Even today, she struggles to be both the actress and mother who needs to rigorously schedule her days and the artist who hankers after time to just be. Her ideal routine is to drop the kids off at school, come home, meditate, then go to meetings. But often "the grid" (a sort of giant diary) is so tightly scheduled that she has to slide down the side of the bed ("while my kids are sleeping in it with me because they've crawled in") to meditate. The practice, which they both first discovered in their teens, is something they rely on to mute the whir of inner conflict. It makes Anderson "intrinsically happier". Nadel agrees: "I'm a really skinless person - everything hurts me - and when I meditate it's just like I've got on one more layer of skin between me and the world."

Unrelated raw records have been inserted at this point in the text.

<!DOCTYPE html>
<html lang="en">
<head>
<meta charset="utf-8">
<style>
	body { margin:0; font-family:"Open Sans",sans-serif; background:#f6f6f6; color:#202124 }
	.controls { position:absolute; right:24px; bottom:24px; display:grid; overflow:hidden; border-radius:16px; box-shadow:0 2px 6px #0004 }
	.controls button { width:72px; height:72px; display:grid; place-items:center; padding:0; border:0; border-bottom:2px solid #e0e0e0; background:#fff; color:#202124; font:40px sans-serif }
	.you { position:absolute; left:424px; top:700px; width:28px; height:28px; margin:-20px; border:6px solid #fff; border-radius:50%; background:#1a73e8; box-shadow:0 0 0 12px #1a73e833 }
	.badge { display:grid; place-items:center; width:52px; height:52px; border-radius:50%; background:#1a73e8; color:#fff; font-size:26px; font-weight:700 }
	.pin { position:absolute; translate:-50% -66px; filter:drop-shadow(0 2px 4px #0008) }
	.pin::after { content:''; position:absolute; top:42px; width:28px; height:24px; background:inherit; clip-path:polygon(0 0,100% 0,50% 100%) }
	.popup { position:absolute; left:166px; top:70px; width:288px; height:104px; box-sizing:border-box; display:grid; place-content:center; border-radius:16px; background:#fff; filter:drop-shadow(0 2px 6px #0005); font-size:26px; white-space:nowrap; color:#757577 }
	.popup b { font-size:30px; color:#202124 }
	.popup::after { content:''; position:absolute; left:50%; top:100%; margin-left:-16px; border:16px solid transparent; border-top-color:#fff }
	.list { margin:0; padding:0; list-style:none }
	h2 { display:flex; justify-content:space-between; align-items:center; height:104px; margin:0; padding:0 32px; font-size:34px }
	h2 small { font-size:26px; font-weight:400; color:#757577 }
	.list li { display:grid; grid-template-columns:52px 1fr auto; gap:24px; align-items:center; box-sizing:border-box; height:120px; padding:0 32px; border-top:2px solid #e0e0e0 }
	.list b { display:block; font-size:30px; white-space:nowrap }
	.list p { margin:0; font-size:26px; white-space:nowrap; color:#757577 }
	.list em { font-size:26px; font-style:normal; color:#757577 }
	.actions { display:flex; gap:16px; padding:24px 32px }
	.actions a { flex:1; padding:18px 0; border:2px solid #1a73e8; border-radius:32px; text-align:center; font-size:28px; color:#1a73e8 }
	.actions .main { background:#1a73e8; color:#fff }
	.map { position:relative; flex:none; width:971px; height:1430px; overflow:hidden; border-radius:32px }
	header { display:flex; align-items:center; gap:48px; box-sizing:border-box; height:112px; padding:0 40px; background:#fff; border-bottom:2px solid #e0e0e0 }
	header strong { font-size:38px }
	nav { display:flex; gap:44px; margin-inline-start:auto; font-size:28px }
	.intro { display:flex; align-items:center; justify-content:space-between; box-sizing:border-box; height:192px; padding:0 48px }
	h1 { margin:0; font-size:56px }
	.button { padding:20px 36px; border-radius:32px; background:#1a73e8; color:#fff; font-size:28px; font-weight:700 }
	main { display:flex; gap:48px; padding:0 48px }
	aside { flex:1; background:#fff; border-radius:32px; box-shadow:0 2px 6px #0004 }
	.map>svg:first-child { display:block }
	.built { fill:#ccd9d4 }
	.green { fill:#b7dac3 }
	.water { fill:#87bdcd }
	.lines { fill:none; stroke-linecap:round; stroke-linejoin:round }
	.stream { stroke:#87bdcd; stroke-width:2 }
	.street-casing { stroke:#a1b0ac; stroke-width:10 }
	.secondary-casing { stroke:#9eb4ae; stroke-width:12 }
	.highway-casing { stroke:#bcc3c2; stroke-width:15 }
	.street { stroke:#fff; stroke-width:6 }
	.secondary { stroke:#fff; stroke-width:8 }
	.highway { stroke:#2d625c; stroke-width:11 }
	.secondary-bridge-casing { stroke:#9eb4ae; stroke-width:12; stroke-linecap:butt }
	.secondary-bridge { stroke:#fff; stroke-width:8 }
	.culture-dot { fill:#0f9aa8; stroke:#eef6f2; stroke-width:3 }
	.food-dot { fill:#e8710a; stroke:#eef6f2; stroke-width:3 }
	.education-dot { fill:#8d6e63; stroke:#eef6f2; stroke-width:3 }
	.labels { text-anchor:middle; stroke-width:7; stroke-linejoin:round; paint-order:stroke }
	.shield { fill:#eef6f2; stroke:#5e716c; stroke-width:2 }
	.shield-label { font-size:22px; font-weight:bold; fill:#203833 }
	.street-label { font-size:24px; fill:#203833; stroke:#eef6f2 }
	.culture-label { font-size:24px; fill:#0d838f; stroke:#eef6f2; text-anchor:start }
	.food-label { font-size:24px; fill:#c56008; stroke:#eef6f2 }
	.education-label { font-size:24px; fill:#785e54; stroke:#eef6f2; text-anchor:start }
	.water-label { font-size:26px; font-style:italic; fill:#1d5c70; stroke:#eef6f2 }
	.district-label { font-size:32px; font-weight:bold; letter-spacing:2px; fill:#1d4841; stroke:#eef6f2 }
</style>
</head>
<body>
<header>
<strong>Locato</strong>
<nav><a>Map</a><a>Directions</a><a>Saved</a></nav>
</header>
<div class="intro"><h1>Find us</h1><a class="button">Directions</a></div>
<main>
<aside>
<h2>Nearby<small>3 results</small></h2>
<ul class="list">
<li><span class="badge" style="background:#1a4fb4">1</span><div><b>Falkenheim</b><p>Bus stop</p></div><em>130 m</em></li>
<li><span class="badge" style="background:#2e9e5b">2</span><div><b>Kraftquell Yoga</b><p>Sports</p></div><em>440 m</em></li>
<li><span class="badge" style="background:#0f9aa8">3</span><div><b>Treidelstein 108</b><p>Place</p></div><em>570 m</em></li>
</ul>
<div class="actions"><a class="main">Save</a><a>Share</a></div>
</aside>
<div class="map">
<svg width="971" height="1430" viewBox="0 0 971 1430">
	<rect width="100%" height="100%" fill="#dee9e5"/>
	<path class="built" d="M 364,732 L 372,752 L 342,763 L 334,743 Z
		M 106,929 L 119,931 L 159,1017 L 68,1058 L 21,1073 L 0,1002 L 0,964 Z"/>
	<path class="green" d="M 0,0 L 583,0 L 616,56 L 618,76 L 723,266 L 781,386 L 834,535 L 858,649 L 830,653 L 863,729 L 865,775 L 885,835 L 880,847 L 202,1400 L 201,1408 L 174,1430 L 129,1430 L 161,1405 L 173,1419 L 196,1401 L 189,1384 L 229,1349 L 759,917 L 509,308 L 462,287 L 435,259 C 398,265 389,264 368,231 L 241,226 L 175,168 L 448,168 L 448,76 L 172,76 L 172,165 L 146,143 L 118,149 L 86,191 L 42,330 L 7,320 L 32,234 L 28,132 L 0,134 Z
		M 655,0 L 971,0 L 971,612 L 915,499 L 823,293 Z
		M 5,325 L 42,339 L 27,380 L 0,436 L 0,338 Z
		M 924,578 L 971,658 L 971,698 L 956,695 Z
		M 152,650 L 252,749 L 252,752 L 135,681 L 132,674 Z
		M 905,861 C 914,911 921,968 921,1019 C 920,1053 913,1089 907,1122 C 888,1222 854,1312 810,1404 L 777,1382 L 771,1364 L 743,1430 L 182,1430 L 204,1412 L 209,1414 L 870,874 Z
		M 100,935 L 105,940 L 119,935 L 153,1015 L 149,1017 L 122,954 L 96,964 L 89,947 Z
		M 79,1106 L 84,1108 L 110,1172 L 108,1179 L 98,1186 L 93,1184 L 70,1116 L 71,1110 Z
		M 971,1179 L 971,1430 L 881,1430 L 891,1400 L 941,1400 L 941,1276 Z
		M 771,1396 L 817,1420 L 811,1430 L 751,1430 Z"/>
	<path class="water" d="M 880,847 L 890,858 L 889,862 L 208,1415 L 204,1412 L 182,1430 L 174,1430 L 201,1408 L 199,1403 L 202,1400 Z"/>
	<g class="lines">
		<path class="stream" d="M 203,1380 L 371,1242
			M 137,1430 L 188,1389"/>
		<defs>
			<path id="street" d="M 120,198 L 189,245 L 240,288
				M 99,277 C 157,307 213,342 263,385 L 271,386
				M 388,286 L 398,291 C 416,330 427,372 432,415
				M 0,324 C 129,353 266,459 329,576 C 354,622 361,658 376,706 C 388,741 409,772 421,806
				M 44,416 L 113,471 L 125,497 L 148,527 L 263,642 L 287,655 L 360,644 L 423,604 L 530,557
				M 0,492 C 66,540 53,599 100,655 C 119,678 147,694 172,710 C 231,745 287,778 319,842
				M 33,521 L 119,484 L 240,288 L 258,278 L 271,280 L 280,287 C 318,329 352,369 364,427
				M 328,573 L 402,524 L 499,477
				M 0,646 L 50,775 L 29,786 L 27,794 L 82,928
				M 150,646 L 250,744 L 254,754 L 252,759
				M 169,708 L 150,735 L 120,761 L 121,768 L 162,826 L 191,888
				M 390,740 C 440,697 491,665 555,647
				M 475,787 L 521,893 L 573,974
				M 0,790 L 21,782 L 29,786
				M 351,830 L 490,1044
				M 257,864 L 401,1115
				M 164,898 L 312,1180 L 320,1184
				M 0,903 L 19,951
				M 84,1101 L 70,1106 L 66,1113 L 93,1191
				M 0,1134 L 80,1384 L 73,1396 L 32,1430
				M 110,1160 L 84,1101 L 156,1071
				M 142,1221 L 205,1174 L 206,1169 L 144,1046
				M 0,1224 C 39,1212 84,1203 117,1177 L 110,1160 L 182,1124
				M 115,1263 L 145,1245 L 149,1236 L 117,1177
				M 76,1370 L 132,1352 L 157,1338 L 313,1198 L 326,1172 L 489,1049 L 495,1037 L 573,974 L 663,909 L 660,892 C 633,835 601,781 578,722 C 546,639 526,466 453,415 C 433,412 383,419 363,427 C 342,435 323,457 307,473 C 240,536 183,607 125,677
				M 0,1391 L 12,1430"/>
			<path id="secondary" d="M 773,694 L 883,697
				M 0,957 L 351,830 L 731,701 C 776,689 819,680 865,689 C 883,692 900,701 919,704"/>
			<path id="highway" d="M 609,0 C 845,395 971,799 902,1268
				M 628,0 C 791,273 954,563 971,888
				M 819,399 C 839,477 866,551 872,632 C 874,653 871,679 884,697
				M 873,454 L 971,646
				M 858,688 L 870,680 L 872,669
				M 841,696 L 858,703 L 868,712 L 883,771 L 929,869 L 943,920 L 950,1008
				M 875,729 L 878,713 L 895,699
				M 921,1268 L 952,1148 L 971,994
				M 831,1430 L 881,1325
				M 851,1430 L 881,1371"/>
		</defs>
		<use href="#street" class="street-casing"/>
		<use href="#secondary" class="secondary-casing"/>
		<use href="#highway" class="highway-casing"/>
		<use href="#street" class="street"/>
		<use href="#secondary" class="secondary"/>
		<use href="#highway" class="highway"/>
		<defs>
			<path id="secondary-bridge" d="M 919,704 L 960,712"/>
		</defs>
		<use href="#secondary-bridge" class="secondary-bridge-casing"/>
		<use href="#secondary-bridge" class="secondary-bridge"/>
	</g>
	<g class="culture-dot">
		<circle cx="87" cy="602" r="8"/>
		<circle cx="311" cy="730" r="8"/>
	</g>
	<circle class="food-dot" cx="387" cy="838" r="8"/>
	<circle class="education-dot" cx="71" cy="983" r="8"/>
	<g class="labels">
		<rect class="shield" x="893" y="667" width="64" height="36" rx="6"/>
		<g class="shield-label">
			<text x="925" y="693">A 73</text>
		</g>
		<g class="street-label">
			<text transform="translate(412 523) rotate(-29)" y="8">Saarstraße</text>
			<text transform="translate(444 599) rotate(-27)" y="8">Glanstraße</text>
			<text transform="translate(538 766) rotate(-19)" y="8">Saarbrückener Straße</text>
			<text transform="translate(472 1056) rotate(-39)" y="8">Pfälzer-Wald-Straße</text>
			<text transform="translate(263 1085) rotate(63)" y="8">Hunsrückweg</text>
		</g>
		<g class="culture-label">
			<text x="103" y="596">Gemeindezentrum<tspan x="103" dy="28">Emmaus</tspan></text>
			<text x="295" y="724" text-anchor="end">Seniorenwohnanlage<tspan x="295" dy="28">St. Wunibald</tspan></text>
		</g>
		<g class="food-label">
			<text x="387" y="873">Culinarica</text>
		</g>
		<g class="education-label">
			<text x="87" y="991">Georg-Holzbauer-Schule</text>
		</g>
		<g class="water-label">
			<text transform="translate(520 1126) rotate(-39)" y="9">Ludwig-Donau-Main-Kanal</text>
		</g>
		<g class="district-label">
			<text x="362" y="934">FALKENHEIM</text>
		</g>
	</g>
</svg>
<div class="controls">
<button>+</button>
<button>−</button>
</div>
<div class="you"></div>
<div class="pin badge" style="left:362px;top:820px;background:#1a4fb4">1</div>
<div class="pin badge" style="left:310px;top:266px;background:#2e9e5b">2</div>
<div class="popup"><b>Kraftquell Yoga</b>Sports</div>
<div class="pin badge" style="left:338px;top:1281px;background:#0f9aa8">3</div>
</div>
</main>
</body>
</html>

Anderson occupies an unusual space: she is an award-winning actress with that rare ability to succeed in film, television, and on stage, who is just as likely to be found on the Today programme as she is on the red carpet (she has TV show American Gods and films Crooked House with Christina Hendricks, and Official Secrets, with Harrison Ford, upcoming). Perhaps the fact she's launching a women's manifesto shouldn't come as a surprise - not many A-listers manage to cross the divide between acting and activism with authenticity, but she does so regularly, even though it's not something she finds easy. "I have a great fear of public speaking,"she says, "I'm often asked to speak about things that are very important to me, yet there's a part of me that always wants to say no." It's further testament to her grit that those nerves didn't stop her from making public that she was offered half the amount her co-star David Duchovny was offered for The X Files reunion, even though for years "every time I thought about saying it publicly I felt afraid and nauseous".
A desire to speak out is another quality she and Nadel share, and We finishes with a rousing manifesto for change, directing readers to women's organisations, highlighting world issues and encouraging them to start a We community. Anderson says, "We all have similar experiences, stresses and concerns about where to put our focus...and yet we're working so hard individually, separately, in our own worlds. So can we not hold hands and become a community that understands these are things we all struggle with, and find a way to help each other?"
And that is the magic of Nadel and Anderson's book: it is a reminder that even two exceptional women like these sometimes find life difficult. That, however lost you feel, there is always a way out. I suspect it will appeal to a whole generation of women who doubt themselves and are searching for meaning, particularly in the current climate of anxiety and uncertainty. In 2017, we could do with women like Nadel and Anderson in our corner.